O país atravessa momento de aguda crise política, com a
dissolução de fato de seu sistema partidário, imerso na corrupção revelada pela
Operação Lava-Jato e com a deterioração de sua escora institucional, o sistema
judicial superior, vazado pelo casuísmo atrelado a interesses oligárquicos. O
estado brasileiro está, assim, em condição falimentar. Os partidos, numa
república constitucional, são entidades que representam o povo, em seus
diversos segmentos, apenas se tiverem a capacidade de o organizarem
politicamente e, nessa medida, o afastarem de tentações extravagantes, como a
salvação autoritária. Para isso, devem possuir capital moral e consistência
programática, justamente as virtudes cívicas das quais, nos últimos anos, os
grandes partidos nacionais se afastaram. Já no plano judicial, a
degeneração ocorre quando a aplicação da justiça se torna o seu contrário,
passando a ser condicionada pela proteção de grupos ou indivíduos
privilegiados. O Supremo Tribunal Federal, que se tornou palco rotineiro de
disputas de vaidade e de acusações de má conduta recíprocas por parte de seus
membros, de modo inaceitável ainda se expõe à sociedade como fonte de
insegurança jurídica, de desordenamento, pelo simples fato de admitir, ou pior,
ameaçar, alterar decisão consagrada em jurisprudência recente, quando está em
jogo a execução da pena de um ex-presidente, por corrupção e lavagem de
dinheiro. Uma interpretação vicária, nesse caso, não passará de casuísmo de
motivação inconfessável e indisfarçável, seja lá qual for a forma embelezada
com que venha a se apresentar. Não é por menos que essa ameaça motivou, de
forma inédita, a manifestação de milhares de juízes e membros do ministério
público pela manutenção da prisão após julgamento em segunda instância, o que,
por si só, revela a desorganização institucional interna vivida pelo poder
judiciário, com a corte suprema dissociada das demandas das instâncias
inferiores.
O pano de fundo político da crise é, assim, o
descompasso, hoje evidente, do que se espera das instituições numa sociedade
pacificada e o que, em contraste, estão nos oferecendo seus meios de
organização, os grandes partidos e o sistema judicial. Os partidos, dilapidados
pela ausência de capital moral, e a alta corte, imersa em degradada parcimônia
para com um criminoso, comportam-se passivamente diante da grotesca rebeldia do
ícone da mera ralé, que não pode ser confundida com o povo. A ralé não almeja a
ordem representativa ou jurídica, como o povo o faz, mas busca na figura de um
homem forte, de um líder, o modo pelo qual se expressa politicamente. É um erro
pensar que a ralé se compõe apenas do populacho ignorante. Dela também fazem
parte intelectuais e sectários de todo o tipo que odeiam a sociedade e a ordem.

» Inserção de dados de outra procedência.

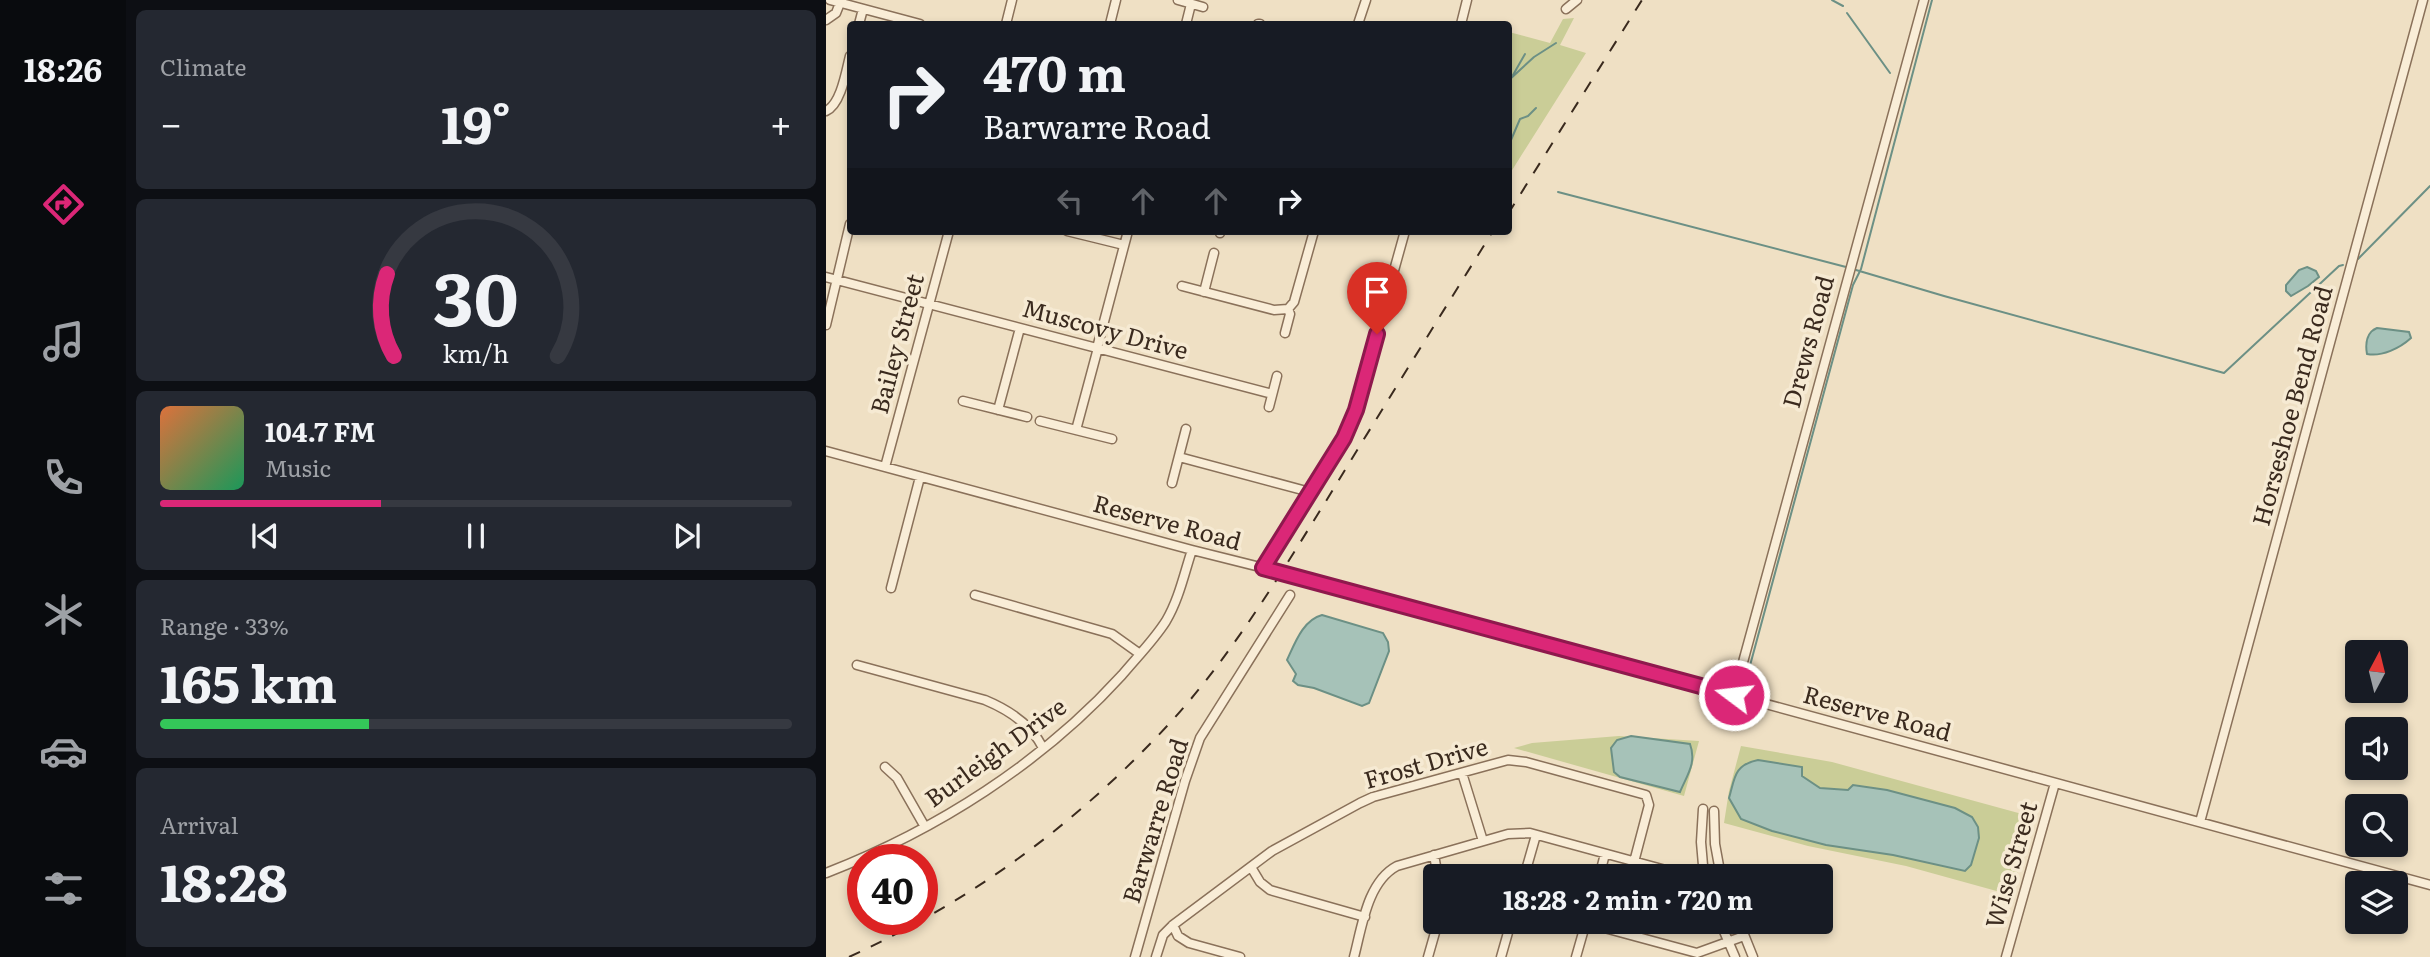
<!DOCTYPE html>
<meta charset="utf-8">
<style>
:root{--surface:#171b24;--page:#242831;--text:#f1f3f6;--muted:#9ea1a6;--line:#363941;--accent:#db2777}
body{margin:0;font-family:Literata,serif;background:var(--page);color:var(--text);height:100vh;display:flex;flex-direction:column;font-size:26px;white-space:nowrap}
*{box-sizing:border-box;margin:0}
p{font-size:23px;color:var(--muted)}
.icon{flex:none;width:38px;height:38px;fill:none;stroke:currentColor;stroke-width:2;stroke-linecap:round;stroke-linejoin:round}
.map{position:relative;flex:1;overflow:hidden}
.details{display:flex;flex-direction:column;gap:10px;padding:10px;background:#0d0f14;width:700px}
.details>*{flex:none}
.hud{position:absolute;left:21px;top:21px;width:665px;height:214px;border-radius:7px;box-shadow:0 4px 10px #0003;background:#171b24;color:var(--text);overflow:hidden}
.needle{width:46px;rotate:7deg}
.buttons{position:absolute;left:1519px;top:640px;display:grid;gap:14px}
.buttons a{display:grid;place-items:center;width:63px;height:63px;border-radius:7px;background:var(--surface);box-shadow:0 4px 10px #0003;font-size:35px}
.speed{position:absolute;left:21px;top:844px;display:flex;gap:14px;font-size:35px;font-weight:700;text-align:center}
.speed>*{display:grid;place-content:center;width:91px;height:91px;border-radius:50%;background:var(--surface);box-shadow:0 4px 10px #0003;line-height:1}
.speed .limit{border:10px solid #d22;background:#fff;color:#111}
.pin{position:absolute;display:grid;place-items:center;width:60px;height:60px;color:#fff;margin:-72px -30px;border-radius:50% 50% 50% 0;rotate:-45deg;box-shadow:0 0 7px #0007}
.pin .icon{rotate:45deg}
.me{position:absolute;width:77px;margin:-38px;rotate:285deg;stroke-linejoin:round;filter:drop-shadow(0 0 5px #0008)}
.turn{display:flex;align-items:center;gap:24px;height:147px;padding:0 21px;font-size:32px}
.turn .icon{width:91px;height:91px;stroke-width:2.5}
.turn b{display:block;font-size:49px;line-height:60px}
.lanes{display:flex;align-items:center;height:66px;padding:0 21px;background:#0003;justify-content:center;gap:35px;direction:ltr}
.lanes .off{opacity:.35}
.big{font-size:52px;font-weight:700;line-height:1.1}
.details .tile{flex:1;display:flex;flex-direction:column;justify-content:center;gap:10px;min-width:0;padding:0 24px;border-radius:10px;background:var(--page)}
.details .dial{align-items:center;gap:0}
.dial svg{height:182px;overflow:visible;fill:none;stroke:var(--line);stroke-width:7;stroke-linecap:round;text-anchor:middle}
.dial text{fill:var(--text);stroke:none}
.song{display:flex;align-items:center;gap:21px}
.cover{width:84px;height:84px;border-radius:10px;background:linear-gradient(135deg,hsl(20 70% 55%),hsl(150 70% 35%))}
.played{height:7px;border-radius:4px;background:linear-gradient(90deg,var(--accent) 35%,var(--line) 35%)}
.keys{display:flex;justify-content:space-around;direction:ltr}
.heat{display:flex;justify-content:space-between;align-items:center;font-size:38px;direction:ltr}
.charge{height:10px;border-radius:5px;background:linear-gradient(90deg,#34c759 33%,var(--line) 0)}
.trip{position:absolute;left:597px;top:864px;width:410px;height:70px;border-radius:7px;background:var(--surface);box-shadow:0 4px 10px #0003;font-weight:700;line-height:70px;text-align:center}
main{display:flex;flex:1;min-height:0}
.tab-bar{display:flex;flex-direction:column;width:126px;justify-content:space-around;align-items:center;background:#090b0e;color:var(--muted)}
.tab-bar .icon{width:49px;height:49px}
.tab-bar .current{color:var(--accent)}
.tab-bar b{font-size:32px;color:var(--text)}
.map>svg:first-child{display:block}
.green{fill:#cacd97}
.water{fill:#a6c2b8;stroke:#6c9085;stroke-width:2}
.lines{fill:none;stroke-linecap:round;stroke-linejoin:round}
.stream{stroke:#6c9085;stroke-width:2}
.minor-casing{stroke:#8a715a;stroke-width:11}
.minor{stroke:#f9edd7;stroke-width:8}
.rail{stroke:#3a2a1e;stroke-width:2;stroke-dasharray:12 12;stroke-linecap:butt}
.route-casing{stroke:#8e194d;stroke-width:18}
.route{stroke:#db2777;stroke-width:12}
.labels{text-anchor:middle;stroke-width:7;stroke-linejoin:round;paint-order:stroke}
.street-label{font-size:24px;fill:#3a2a1e;stroke:#f6ead3}
</style>
<main>
<nav class="tab-bar">
<b>18:26</b>
<svg class="icon current" aria-label="directions" viewBox="0 0 24 24"><path d="M12 3l9 9-9 9-9-9zM9 14v-3h6M13 9l2 2-2 2"/></svg>
<svg class="icon" aria-label="music" viewBox="0 0 24 24"><path d="M9 18V5l10-2v13"/><circle cx="6" cy="18" r="3"/><circle cx="16" cy="16" r="3"/></svg>
<svg class="icon" aria-label="phone" viewBox="0 0 24 24"><path d="M5 4h4l2 5-3 2q2 4 5 5l2-3 5 2v4C11 20 4 13 5 4z"/></svg>
<svg class="icon" aria-label="climate" viewBox="0 0 24 24"><path d="M12 3v18M4 7l16 10M4 17L20 7"/></svg>
<svg class="icon" aria-label="car" viewBox="0 0 24 24"><path d="M5 17H2v-5l4-1 3-4h7l3 4 3 1v5h-3M9 17h6M6 11h13"/><circle cx="7" cy="17" r="2"/><circle cx="17" cy="17" r="2"/></svg>
<svg class="icon" aria-label="filters" viewBox="0 0 24 24"><path d="M4 7h16M4 17h16"/><circle cx="9" cy="7" r="2"/><circle cx="15" cy="17" r="2"/></svg>
</nav>
<section class="details">
<div class="tile"><p>Climate</p>
<div class="heat"><a>−</a><b class="big">19°</b><a>+</a></div>
</div>
<div class="tile dial"><svg viewBox="0 0 100 80">
<path d="M14 69A42 42 0 1 1 86 69"/>
<path d="M14 69A42 42 0 0 1 11 33" stroke="#db2777"/>
<text x="50" y="56" font-size="32" font-weight="700">30</text>
<text x="50" y="72" font-size="11">km/h</text>
</svg></div>
<div class="tile">
<div class="song"><i class="cover"></i><div><b>104.7 FM</b><p>Music</p></div></div>
<div class="played"></div>
<div class="keys"><svg class="icon" aria-label="previous" viewBox="0 0 24 24"><path d="M18 5L8 12l10 7zM5 5v14"/></svg><svg class="icon" aria-label="pause" viewBox="0 0 24 24"><path d="M8 5v14M16 5v14"/></svg><svg class="icon" aria-label="next" viewBox="0 0 24 24"><path d="M6 5l10 7-10 7zM19 5v14"/></svg></div>
</div>
<div class="tile"><p>Range · 33%</p><b class="big">165 km</b><div class="charge"></div></div>
<div class="tile"><p>Arrival</p><b class="big">18:28</b></div>
</section>
<div class="map">
<svg width="1604" height="957" viewBox="0 0 1604 957">
<rect width="100%" height="100%" fill="#efe0c4"/>
<path class="green" d="M748 18 734 45 760 53 683 175V32L724 43 737 19Z
M793 736 873 741 858 796 688 748 706 743Z
M915 746 1006 762 1207 817 1185 895 1080 866 982 846 898 823 903 791Z"/>
<path class="water" d="M1481 267 1490 271 1493 277 1482 286 1465 296 1460 291V285L1473 270Z
M1551 328 1583 332 1585 338C1574 348 1556 357 1541 354 1539 343 1541 332 1551 328Z
M496 615 557 633 562 642 563 651 543 703 536 706 488 688 472 685 467 681 470 674 461 660C469 643 477 620 496 615Z
M805 736 864 744C871 763 861 775 854 792L794 777 788 772 785 748 791 740Z
M932 760 976 767V776L994 788 1022 790 1027 785 1061 790 1129 808 1146 817 1152 827 1153 838 1145 865 1139 871 1067 855 1000 845 946 831 915 819 903 798C909 777 908 765 932 760Z"/>
<g class="lines">
<path class="stream" d="M1006 0 1017 6
M1021 13 1064 73
M687 75 699 54
M682 81 708 57 730 43
M682 147 694 119 702 116 710 108
M732 192 1020 267
M1532 259 1604 186
M1030 270 1118 296 1398 373 1513 266 1517 265
M919 694V684L1027 285 1035 269 1106 0"/>
<g class="minor-casing">
<path id="minor" d="M4 0 94 24
M352 0 377 7
M740 9 751 0
M0 20 10 13 14 3
M33 24 37 9
M180 24 186 0
M284 24 290 0
M360 24 365 4
M432 24H434
M532 24 540 0
M635 24 641 0
M0 111C15 104 20 72 24 56
M241 231 298 245
M394 233V231
M0 277 446 394
M356 286 448 310 462 309
M378 292 388 253
M0 325 24 224
M459 333 464 314 462 309 468 302 488 231
M271 348 302 231
M137 401 201 417
M443 407 451 376
M172 410 194 328
M214 421 286 439
M250 430 272 348
M0 451 366 550 478 578 1604 885
M353 457 484 492
M59 467 123 231
M346 483 360 429
M437 568 518 438 526 421 579 231
M65 588 94 477
M149 595 286 634 314 654
M31 665 159 700C183 710 205 724 217 748
M908 695 1098 0
M59 767 71 778 99 827
M636 773 657 841
M877 809 875 842 878 877
M888 811 889 844 895 877
M1374 822 1597 0
M608 855 612 877
M425 867 434 882 444 890 539 917
M0 873C111 830 216 763 296 675 311 657 328 640 340 621 353 599 358 574 366 550
M698 877 710 835
M773 877 779 854
M894 922 909 957
M913 922 927 957
M760 923 871 953 918 936
M347 925 352 936 363 943 414 957
M309 957 359 781 374 738 464 595
M330 957 337 935 347 925 446 851 534 803 547 797 682 760 700 762 820 795 823 805 808 862
M528 957C536 927 541 882 571 866L682 834 704 833 858 875 893 871
M602 957 612 922
M675 957 685 922
M750 957 760 922
M1180 957 1229 783"/>
</g>
<use href="#minor" class="minor"/>
<path class="rail" d="M682 214 816 0
M23 957C147 900 249 825 342 725 404 658 452 578 500 501 555 411 611 321 667 231"/>
</g>
<g class="lines">
<g class="route-casing">
<path id="route" d="M551 334 530 410 518 438 437 568 908 695"/>
</g>
<use href="#route" class="route"/>
</g>
<g class="labels">
<g class="street-label">
<text transform="translate(279 330) rotate(15)" y="8">Muscovy Drive</text>
<text transform="translate(983 342) rotate(-75)" y="8">Drews Road</text>
<text transform="translate(72 344) rotate(-75)" y="8">Bailey Street</text>
<text transform="translate(1467 406) rotate(-75)" y="8">Horseshoe Bend Road</text>
<text transform="translate(341 523) rotate(15)" y="8">Reserve Road</text>
<text transform="translate(1051 714) rotate(15)" y="8">Reserve Road</text>
<text transform="translate(170 753) rotate(-36)" y="8">Burleigh Drive</text>
<text transform="translate(600 764) rotate(-16)" y="8">Frost Drive</text>
<text transform="translate(330 821) rotate(-73)" y="8">Barwarre Road</text>
<text transform="translate(1186 865) rotate(-74)" y="8">Wise Street</text>
</g>
</g>
</svg>
<div class="buttons">
<a><svg class="needle" viewBox="-14 -14 28 28"><path d="M0-13l5 13h-10z" fill="#e53935"/><path d="M0 13l5-13h-10z" fill="#9ea1a6"/></svg></a>
<a><svg class="icon" aria-label="sound" viewBox="0 0 24 24"><path d="M4 9h4l5-4v14l-5-4H4zM17 9q2 3 0 6"/></svg></a>
<a><svg class="icon" aria-label="search" viewBox="0 0 24 24"><circle cx="10" cy="10" r="6"/><path d="M15 15l6 6"/></svg></a>
<a><svg class="icon" aria-label="layers" viewBox="0 0 24 24"><path d="M12 4l9 5-9 5-9-5zM3 14l9 5 9-5"/></svg></a>
</div>
<div class="speed"><div class="limit">40</div></div>
<div class="pin" style="left:551px;top:334px;background:#d93025"><svg class="icon" aria-label="arrive" viewBox="0 0 24 24"><path d="M6 21V4h12l-3 4 3 4H6"/></svg></div>
<svg class="me" style="left:908px;top:695px" viewBox="-20 -20 40 40"><circle r="17" fill="#db2777" stroke="#fff" stroke-width="3"/><path d="M0-11L8 9 0 5-8 9z" fill="#fff"/></svg>
<div class="trip">18:28 · 2 min · 720 m</div>
<div class="hud">
<div class="turn"><svg class="icon" aria-label="right" viewBox="0 0 24 24"><path d="M7 20v-9h11M14 6l5 5-5 5"/></svg><div><b>470 m</b>Barwarre Road</div></div>
<div class="lanes"><svg class="icon off" aria-label="left" viewBox="0 0 24 24"><path d="M17 20v-9H6M10 6l-5 5 5 5"/></svg><svg class="icon off" aria-label="ahead" viewBox="0 0 24 24"><path d="M12 20V5M6 11l6-6 6 6"/></svg><svg class="icon off" aria-label="ahead" viewBox="0 0 24 24"><path d="M12 20V5M6 11l6-6 6 6"/></svg><svg class="icon" aria-label="right" viewBox="0 0 24 24"><path d="M7 20v-9h11M14 6l5 5-5 5"/></svg></div>
</div>
</div>
</main>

Ela se vê representada na figura politicamente desafiadora de Lula, que
sobrevive, apesar dos crimes, dos escândalos e das trapaças públicas, nos ritos
de uma esquerda que não tem mais nada a oferecer ao povo além da integralidade
da mentira. E somente a ralé aceita esta aliança. A enganação metódica proposta
por Lula e pelo PT disputa espaço com a ação moral na política, e dela surgem
caravanas de um condenado, que ofendem o senso cívico comum. Esse mesmo senso
exige, hoje, a prisão de Lula. Assim, veremos, nesta quarta-feira, quem será
vitorioso no embate que se prenuncia: se a ralé, que deseja subverter a ordem
das coisas para impor seus instintos à nação, ou o povo que, mesmo de forma
inarticulada, não suporta mais ser o polo passivo da desordem institucional.